ACTION ITEM
Return all the records, each one exactly as given.

INPUT DATA
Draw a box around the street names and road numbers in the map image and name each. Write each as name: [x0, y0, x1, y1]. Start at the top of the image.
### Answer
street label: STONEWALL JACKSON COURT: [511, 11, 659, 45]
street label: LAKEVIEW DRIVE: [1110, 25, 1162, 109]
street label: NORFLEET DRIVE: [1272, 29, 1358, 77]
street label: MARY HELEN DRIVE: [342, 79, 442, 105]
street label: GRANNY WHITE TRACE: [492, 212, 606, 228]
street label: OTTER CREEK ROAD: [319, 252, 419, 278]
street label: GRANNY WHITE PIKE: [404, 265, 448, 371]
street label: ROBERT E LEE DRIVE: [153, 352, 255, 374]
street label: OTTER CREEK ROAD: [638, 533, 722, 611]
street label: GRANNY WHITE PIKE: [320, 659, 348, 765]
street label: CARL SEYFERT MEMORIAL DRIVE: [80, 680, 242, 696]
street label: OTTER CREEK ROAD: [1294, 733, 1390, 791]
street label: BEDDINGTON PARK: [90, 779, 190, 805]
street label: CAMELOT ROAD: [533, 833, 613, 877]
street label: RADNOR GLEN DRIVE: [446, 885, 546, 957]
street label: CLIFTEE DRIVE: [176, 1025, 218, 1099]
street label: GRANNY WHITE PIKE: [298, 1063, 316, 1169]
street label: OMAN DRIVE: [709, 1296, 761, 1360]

PROBLEM SOLUTION
Draw a box around the street names and road numbers in the map image and name each. Write each as name: [x0, y0, x1, y1]. Start at the top of the image.
### Answer
street label: STONEWALL JACKSON COURT: [511, 11, 659, 45]
street label: LAKEVIEW DRIVE: [1110, 25, 1162, 109]
street label: NORFLEET DRIVE: [1272, 29, 1358, 77]
street label: MARY HELEN DRIVE: [342, 79, 442, 105]
street label: GRANNY WHITE TRACE: [492, 212, 606, 228]
street label: OTTER CREEK ROAD: [319, 252, 419, 278]
street label: GRANNY WHITE PIKE: [404, 265, 448, 371]
street label: ROBERT E LEE DRIVE: [153, 352, 255, 374]
street label: OTTER CREEK ROAD: [638, 533, 722, 611]
street label: GRANNY WHITE PIKE: [320, 659, 348, 765]
street label: CARL SEYFERT MEMORIAL DRIVE: [80, 680, 242, 696]
street label: OTTER CREEK ROAD: [1294, 733, 1390, 791]
street label: BEDDINGTON PARK: [90, 779, 190, 805]
street label: CAMELOT ROAD: [533, 833, 613, 877]
street label: RADNOR GLEN DRIVE: [446, 885, 546, 957]
street label: CLIFTEE DRIVE: [176, 1025, 218, 1099]
street label: GRANNY WHITE PIKE: [298, 1063, 316, 1169]
street label: OMAN DRIVE: [709, 1296, 761, 1360]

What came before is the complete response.